That's where the computing power comes in. Gene studies are renowned for their complexity, and that's true even when the subject of study is plants. Case in point: the Arabidopsis, a member of the mustard family, has the smallest known genome size of any flowering plant - a mere 130 million base pairs in length. For more complex plants, the numbers rise rapidly: three billion base pairs for corn, five billion for barley, 16 billion for wheat.
And the sequencing of the gene is just the beginning. In addition to identifying a plant's gene's sequence, scientists also want to understand how genes affect the plant's characteristics. In other words, they want to use that genomic information to better understand the physiology, biochemistry, growth and developmental processes of plants and animals at the molecular level. They want to know how the various components interact, and how they compare to similar components; who they interact with, what processes they're associated with, what they regulate or produce.

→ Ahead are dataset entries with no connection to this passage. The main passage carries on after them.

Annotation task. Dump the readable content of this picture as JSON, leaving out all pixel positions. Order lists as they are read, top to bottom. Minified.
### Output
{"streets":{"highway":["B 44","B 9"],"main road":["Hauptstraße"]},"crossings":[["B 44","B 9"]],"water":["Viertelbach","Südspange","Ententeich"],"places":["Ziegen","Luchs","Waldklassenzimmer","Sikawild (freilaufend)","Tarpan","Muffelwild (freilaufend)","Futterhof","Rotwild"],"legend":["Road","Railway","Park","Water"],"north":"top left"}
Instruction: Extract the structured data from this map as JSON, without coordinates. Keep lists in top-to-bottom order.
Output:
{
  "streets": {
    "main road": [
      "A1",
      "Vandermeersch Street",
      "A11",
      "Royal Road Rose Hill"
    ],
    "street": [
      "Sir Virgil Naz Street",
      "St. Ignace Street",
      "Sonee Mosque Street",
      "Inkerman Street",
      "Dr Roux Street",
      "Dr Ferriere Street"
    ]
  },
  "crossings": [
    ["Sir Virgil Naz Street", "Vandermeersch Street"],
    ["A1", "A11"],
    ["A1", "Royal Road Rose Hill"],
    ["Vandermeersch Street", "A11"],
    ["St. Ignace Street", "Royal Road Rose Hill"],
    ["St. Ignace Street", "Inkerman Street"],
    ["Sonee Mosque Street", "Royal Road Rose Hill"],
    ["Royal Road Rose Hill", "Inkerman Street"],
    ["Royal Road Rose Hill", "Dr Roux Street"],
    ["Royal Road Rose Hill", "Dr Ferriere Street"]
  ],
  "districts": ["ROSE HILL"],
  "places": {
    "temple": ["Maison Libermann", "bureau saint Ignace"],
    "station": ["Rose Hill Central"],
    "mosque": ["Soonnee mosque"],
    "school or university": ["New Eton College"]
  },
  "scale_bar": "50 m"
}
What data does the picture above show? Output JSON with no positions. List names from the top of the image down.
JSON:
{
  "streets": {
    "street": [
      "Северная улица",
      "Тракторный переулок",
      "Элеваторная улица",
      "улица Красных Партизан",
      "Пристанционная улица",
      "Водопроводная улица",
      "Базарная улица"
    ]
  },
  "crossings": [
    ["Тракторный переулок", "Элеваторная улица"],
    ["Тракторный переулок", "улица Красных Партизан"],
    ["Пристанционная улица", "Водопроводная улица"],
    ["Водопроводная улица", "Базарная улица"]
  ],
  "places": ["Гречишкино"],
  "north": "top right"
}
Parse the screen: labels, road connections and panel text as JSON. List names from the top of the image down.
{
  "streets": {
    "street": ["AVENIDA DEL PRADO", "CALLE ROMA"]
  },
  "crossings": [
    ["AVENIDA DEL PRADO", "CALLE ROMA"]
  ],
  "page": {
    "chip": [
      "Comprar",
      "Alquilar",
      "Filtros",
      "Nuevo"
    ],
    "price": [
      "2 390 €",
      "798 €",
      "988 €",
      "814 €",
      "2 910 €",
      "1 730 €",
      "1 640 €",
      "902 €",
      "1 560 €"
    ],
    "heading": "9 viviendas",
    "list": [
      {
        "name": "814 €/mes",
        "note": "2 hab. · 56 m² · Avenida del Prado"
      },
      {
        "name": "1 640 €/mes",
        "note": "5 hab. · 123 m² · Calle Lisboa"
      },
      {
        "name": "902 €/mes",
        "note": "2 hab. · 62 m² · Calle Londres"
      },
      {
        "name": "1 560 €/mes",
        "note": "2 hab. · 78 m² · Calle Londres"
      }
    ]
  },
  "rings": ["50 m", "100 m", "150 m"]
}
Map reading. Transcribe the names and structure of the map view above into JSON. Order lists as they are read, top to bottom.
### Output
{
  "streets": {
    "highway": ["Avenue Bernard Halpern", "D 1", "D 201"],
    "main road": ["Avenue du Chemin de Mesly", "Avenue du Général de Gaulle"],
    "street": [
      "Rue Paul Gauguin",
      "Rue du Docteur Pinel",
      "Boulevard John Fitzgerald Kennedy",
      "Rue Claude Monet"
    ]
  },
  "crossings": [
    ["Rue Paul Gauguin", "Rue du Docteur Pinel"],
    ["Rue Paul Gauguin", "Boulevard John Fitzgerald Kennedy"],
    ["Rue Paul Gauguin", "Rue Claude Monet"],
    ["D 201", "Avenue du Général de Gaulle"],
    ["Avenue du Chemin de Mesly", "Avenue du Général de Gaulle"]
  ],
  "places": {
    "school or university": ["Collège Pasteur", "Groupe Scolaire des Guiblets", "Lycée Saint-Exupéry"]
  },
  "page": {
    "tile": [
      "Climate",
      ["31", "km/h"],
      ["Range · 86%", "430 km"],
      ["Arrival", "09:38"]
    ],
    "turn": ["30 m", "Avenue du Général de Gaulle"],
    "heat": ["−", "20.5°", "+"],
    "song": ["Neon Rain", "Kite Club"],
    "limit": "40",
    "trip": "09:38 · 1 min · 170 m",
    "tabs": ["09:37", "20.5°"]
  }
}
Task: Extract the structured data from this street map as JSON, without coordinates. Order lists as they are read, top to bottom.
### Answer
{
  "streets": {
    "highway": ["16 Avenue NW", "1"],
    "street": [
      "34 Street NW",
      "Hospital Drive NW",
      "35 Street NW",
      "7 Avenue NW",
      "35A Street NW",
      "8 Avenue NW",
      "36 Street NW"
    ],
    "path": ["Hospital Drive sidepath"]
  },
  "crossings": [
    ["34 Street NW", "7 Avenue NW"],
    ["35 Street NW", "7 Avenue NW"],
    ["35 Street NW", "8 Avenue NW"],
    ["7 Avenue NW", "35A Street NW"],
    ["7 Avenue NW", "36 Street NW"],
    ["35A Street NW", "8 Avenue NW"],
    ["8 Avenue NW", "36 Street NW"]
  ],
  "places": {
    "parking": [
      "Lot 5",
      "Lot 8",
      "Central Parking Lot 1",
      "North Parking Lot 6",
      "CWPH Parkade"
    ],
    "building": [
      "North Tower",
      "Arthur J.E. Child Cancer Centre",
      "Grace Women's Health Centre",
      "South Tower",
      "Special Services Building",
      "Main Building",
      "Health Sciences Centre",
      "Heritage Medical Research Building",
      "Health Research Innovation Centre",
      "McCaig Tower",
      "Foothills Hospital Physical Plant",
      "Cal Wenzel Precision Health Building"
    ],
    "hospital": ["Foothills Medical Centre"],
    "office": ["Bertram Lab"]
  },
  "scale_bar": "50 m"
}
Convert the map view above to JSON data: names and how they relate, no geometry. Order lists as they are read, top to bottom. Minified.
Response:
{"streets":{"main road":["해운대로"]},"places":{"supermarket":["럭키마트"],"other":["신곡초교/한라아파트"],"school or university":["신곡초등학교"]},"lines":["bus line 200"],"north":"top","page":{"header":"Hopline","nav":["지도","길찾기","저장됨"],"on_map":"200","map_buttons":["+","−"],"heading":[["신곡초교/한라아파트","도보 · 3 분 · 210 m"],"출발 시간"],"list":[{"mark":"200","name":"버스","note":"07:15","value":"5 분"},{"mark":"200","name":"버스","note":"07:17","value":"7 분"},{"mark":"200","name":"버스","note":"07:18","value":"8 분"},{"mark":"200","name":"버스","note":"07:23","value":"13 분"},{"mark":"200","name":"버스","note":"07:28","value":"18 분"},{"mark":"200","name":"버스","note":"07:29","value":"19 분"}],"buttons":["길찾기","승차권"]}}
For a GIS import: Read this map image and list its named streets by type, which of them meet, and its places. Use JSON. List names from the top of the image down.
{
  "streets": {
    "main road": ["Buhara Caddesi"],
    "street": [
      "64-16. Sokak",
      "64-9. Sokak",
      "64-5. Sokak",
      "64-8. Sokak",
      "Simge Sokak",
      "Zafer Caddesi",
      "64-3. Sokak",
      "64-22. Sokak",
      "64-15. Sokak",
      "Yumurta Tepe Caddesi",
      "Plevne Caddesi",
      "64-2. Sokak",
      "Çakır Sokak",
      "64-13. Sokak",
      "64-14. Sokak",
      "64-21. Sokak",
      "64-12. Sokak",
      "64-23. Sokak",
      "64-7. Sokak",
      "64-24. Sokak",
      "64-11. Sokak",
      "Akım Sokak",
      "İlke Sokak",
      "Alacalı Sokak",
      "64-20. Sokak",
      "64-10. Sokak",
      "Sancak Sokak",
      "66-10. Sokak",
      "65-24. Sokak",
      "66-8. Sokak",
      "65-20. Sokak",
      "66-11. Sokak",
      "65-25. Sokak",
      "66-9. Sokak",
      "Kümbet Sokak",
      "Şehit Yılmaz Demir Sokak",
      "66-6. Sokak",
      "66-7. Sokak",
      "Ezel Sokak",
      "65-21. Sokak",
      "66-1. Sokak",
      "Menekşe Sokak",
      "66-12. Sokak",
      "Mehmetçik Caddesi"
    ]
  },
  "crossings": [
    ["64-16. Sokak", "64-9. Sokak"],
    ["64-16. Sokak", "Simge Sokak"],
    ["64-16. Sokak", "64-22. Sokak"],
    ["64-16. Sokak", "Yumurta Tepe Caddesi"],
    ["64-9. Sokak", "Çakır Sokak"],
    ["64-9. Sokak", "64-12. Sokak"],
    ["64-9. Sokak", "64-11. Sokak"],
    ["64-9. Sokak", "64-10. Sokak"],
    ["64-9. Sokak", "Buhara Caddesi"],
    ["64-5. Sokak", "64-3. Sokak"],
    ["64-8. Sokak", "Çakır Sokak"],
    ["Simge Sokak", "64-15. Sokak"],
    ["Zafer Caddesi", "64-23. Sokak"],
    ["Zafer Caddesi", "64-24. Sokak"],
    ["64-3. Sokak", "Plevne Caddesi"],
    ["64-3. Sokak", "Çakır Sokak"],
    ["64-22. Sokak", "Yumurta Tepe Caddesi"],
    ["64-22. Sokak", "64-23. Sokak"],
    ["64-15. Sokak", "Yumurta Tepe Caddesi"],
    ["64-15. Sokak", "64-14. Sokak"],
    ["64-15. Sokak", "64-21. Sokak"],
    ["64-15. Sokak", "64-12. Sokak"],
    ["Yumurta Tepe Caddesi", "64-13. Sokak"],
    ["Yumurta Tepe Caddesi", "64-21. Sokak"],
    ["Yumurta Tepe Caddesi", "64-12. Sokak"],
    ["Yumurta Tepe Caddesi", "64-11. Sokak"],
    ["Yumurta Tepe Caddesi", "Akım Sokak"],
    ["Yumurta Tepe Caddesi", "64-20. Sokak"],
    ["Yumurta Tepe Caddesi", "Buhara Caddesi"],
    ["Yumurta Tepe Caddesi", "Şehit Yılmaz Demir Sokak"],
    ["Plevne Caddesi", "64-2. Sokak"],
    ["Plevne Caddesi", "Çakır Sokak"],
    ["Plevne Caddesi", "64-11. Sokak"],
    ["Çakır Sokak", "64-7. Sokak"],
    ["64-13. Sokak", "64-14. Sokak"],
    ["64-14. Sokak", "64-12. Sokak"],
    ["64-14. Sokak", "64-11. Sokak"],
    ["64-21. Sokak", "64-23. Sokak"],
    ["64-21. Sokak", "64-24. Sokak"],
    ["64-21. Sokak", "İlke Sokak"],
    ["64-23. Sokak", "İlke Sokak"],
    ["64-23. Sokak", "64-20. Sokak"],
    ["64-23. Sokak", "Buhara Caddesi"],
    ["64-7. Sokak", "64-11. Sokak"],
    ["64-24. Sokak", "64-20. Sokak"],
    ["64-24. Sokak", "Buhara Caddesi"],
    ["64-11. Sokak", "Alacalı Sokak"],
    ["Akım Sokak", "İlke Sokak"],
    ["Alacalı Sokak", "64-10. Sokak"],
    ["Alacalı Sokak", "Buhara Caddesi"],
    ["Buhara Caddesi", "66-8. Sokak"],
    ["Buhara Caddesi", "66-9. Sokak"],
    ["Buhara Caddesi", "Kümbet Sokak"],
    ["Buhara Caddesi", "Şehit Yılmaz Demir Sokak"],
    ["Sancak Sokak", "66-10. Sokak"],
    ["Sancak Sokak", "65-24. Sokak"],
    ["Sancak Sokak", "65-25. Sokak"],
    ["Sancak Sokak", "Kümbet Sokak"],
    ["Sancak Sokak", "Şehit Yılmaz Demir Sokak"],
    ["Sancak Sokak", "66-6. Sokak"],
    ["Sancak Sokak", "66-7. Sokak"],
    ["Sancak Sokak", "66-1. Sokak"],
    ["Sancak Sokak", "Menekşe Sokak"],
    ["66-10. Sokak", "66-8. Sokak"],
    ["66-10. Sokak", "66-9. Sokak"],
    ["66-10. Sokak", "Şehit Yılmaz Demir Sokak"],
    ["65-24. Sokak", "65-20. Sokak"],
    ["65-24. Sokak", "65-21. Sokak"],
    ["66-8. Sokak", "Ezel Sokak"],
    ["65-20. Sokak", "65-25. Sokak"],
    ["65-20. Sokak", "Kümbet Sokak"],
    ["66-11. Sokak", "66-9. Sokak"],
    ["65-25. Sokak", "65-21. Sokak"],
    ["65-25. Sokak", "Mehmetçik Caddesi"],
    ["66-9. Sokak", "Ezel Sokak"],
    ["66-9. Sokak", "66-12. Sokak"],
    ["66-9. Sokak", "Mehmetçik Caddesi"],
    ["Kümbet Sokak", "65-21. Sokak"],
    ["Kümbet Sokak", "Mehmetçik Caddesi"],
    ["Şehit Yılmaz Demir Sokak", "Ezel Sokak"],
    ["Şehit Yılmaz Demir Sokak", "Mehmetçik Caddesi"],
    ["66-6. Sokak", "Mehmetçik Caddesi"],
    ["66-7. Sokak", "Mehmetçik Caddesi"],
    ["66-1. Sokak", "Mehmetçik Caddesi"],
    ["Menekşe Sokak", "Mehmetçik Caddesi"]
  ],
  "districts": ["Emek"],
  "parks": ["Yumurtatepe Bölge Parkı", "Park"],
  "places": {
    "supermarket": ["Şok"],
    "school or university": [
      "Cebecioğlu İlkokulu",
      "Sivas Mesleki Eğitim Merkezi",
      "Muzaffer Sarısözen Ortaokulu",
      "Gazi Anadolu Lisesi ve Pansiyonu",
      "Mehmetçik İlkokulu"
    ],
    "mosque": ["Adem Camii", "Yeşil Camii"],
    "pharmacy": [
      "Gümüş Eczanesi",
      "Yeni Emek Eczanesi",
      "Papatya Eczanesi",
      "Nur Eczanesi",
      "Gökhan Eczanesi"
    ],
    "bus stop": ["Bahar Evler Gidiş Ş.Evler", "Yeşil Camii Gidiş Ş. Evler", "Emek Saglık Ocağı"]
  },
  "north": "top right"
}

So it's no wonder biotechnology research has become one of the leading consumers of high performance computing MIPS (Millions of Instructions Per Second) - or that, when Skolnick went shopping for supercomputers, he wanted to get as much horsepower as his $2M budget would afford.
Solution
Sowing Success with Intel and Linux
At the Danforth Center, researchers are getting the computing power they need in a scaled-out Linux cluster that harnesses 1,040 Intel® Pentium® III processors. With 335 Gflops peak performance, it's believed to be the largest system of its kind devoted to plant science and the most powerful Intel® architecture-based Beowulf cluster ever. And talk about rapid deployment - Danforth's "Kilo Cluster" went from order placement to full production in under six weeks.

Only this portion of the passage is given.